WHAT THIS TASK INVOLVES — Among the lines of the records below, copy those that hold the word "stream".

[Saved entries]

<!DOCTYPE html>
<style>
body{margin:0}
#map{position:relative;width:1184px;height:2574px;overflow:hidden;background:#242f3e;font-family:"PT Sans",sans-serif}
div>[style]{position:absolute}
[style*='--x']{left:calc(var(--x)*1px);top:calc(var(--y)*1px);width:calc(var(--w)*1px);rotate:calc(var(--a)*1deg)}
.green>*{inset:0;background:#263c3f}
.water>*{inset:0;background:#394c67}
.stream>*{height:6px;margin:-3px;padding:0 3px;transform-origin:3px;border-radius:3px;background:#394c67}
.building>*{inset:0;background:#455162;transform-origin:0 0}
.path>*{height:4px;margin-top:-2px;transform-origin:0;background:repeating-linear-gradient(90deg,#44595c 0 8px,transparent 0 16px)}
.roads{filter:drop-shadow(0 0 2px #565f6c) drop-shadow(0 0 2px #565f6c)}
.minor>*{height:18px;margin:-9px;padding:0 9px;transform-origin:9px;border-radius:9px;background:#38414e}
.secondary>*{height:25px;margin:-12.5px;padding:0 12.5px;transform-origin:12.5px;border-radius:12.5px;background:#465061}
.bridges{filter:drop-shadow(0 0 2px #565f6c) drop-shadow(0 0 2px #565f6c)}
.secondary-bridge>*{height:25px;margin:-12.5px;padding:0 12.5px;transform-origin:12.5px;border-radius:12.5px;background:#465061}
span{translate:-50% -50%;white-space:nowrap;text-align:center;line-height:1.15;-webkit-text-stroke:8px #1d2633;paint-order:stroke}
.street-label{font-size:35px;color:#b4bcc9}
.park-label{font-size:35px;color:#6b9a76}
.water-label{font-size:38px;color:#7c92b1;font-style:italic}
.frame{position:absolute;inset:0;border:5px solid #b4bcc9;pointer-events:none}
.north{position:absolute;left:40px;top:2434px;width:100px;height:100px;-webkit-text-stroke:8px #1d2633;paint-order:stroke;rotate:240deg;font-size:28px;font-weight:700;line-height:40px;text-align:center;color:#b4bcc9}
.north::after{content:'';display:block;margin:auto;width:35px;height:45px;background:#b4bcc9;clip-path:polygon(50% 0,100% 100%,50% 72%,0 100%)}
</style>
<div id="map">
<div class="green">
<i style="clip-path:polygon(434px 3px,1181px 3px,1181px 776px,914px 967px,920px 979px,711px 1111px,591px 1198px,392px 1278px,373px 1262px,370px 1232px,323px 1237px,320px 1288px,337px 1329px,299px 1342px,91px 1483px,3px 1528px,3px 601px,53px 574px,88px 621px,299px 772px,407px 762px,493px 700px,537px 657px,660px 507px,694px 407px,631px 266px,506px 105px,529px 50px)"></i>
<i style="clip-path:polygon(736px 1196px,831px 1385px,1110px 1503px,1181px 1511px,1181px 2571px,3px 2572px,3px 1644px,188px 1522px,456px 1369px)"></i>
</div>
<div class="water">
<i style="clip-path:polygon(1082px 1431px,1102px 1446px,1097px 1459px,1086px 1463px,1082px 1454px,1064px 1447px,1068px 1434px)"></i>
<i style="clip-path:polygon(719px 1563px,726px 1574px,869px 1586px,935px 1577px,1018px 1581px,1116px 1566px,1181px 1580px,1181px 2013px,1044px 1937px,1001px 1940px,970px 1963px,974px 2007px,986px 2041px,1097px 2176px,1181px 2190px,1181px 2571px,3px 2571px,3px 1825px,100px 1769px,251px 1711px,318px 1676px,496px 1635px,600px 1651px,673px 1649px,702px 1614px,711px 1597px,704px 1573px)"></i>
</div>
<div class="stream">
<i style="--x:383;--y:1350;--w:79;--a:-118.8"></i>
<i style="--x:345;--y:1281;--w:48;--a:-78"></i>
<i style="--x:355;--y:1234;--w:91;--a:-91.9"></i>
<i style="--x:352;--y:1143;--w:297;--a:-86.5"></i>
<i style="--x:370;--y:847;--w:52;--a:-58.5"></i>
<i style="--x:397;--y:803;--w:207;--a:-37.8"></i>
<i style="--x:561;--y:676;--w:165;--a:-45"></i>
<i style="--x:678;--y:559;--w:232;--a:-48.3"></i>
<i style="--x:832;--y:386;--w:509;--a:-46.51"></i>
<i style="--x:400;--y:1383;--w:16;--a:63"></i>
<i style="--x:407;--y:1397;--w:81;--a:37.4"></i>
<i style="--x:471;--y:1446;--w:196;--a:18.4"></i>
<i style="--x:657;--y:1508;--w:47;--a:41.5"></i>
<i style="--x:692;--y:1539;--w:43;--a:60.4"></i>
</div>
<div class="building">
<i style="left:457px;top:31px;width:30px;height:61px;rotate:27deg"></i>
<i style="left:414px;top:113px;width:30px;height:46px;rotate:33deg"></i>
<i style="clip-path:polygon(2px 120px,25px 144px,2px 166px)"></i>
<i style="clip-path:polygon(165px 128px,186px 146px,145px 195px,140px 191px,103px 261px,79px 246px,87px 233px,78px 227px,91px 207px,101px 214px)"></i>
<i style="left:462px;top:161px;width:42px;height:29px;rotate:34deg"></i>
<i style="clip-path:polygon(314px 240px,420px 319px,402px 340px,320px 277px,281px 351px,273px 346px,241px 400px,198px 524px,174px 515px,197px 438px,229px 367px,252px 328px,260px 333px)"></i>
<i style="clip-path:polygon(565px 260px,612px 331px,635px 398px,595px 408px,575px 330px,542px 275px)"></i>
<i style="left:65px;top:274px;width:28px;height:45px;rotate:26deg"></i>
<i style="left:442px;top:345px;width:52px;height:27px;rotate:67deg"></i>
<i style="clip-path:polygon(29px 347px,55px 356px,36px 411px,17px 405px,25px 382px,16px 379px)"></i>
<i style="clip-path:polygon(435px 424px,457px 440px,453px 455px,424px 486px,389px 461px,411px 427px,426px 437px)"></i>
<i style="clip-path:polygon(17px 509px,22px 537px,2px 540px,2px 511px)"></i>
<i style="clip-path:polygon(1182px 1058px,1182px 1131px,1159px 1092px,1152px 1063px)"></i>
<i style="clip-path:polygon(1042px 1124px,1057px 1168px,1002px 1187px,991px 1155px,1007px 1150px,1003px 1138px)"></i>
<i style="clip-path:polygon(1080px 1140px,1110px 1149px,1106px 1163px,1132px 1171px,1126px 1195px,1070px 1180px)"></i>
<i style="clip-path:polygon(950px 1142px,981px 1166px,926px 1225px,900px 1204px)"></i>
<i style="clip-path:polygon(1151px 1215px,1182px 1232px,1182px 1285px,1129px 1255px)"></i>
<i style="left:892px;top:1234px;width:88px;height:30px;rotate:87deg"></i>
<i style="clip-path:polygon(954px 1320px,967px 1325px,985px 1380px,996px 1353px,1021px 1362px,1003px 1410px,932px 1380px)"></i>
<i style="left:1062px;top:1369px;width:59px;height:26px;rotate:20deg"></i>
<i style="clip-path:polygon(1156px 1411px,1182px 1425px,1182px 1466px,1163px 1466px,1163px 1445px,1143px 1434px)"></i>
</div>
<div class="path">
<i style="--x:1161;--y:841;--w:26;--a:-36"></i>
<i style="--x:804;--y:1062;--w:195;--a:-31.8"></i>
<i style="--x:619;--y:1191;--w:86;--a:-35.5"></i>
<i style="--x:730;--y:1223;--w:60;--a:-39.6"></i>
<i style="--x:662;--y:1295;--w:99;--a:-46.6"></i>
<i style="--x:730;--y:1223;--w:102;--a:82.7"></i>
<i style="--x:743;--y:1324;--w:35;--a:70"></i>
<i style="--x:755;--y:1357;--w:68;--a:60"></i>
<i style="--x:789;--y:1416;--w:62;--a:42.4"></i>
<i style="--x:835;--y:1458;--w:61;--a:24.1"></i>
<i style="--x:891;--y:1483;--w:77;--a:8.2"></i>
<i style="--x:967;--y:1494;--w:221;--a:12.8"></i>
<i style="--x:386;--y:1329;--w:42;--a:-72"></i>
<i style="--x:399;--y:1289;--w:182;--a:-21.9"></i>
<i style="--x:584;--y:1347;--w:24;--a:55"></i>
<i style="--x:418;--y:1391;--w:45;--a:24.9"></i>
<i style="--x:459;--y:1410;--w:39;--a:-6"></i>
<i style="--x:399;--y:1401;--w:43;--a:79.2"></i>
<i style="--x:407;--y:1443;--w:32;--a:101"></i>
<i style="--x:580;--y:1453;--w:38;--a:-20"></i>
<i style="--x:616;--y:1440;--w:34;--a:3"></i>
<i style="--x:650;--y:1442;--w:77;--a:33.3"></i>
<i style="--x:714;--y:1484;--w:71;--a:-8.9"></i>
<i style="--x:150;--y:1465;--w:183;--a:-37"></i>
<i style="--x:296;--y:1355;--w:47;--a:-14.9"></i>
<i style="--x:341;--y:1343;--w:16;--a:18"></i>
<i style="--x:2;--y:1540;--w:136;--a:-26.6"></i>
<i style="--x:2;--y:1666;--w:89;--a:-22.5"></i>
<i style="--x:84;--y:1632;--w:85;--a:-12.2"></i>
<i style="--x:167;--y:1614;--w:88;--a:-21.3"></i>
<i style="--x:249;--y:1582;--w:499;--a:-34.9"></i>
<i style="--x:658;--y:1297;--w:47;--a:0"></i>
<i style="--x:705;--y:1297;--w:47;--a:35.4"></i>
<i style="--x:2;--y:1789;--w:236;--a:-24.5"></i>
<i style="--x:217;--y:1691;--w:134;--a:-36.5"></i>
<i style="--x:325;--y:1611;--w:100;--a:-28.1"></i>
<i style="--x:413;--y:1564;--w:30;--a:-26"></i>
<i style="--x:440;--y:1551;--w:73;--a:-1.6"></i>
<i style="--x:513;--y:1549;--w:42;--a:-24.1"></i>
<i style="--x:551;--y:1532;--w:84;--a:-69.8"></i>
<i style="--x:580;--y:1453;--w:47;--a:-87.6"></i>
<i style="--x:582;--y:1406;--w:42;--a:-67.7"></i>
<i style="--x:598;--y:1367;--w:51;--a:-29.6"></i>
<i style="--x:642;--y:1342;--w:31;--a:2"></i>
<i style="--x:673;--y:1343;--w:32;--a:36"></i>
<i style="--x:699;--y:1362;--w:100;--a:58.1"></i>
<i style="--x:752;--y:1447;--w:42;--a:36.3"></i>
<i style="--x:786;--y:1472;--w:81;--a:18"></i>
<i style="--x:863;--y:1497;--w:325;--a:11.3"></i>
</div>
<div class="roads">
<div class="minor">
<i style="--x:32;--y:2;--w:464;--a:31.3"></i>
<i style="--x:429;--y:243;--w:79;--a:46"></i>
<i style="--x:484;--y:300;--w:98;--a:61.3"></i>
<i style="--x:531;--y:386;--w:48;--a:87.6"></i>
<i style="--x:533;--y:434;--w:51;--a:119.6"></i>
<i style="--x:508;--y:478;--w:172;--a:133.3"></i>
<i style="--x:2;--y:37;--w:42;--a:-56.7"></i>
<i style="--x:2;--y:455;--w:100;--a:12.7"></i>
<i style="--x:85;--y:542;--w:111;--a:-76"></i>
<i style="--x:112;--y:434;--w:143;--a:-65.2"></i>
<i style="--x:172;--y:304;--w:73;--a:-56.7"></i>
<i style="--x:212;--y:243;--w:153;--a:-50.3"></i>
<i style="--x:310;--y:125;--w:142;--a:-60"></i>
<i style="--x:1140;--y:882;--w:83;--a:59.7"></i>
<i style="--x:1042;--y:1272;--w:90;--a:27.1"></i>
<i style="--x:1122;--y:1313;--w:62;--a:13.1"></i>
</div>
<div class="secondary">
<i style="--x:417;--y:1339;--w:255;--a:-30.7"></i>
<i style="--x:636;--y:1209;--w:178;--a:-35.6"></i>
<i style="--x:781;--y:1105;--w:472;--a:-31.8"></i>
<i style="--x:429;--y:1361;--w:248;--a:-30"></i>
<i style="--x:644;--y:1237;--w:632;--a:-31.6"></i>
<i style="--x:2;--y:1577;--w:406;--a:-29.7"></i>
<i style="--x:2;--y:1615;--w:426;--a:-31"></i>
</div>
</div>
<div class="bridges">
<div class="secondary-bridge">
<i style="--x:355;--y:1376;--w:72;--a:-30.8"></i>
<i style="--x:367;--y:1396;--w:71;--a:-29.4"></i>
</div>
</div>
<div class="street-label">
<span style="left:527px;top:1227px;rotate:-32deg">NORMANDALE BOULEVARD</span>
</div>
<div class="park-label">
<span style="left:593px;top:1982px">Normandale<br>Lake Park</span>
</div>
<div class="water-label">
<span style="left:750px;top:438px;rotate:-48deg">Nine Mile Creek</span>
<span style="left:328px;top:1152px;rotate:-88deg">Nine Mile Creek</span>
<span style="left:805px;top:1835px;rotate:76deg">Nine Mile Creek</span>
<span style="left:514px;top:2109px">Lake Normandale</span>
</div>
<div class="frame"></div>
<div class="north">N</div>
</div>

YOUR SOLUTION —
.stream>*{height:6px;margin:-3px;padding:0 3px;transform-origin:3px;border-radius:3px;background:#394c67}
<div class="stream">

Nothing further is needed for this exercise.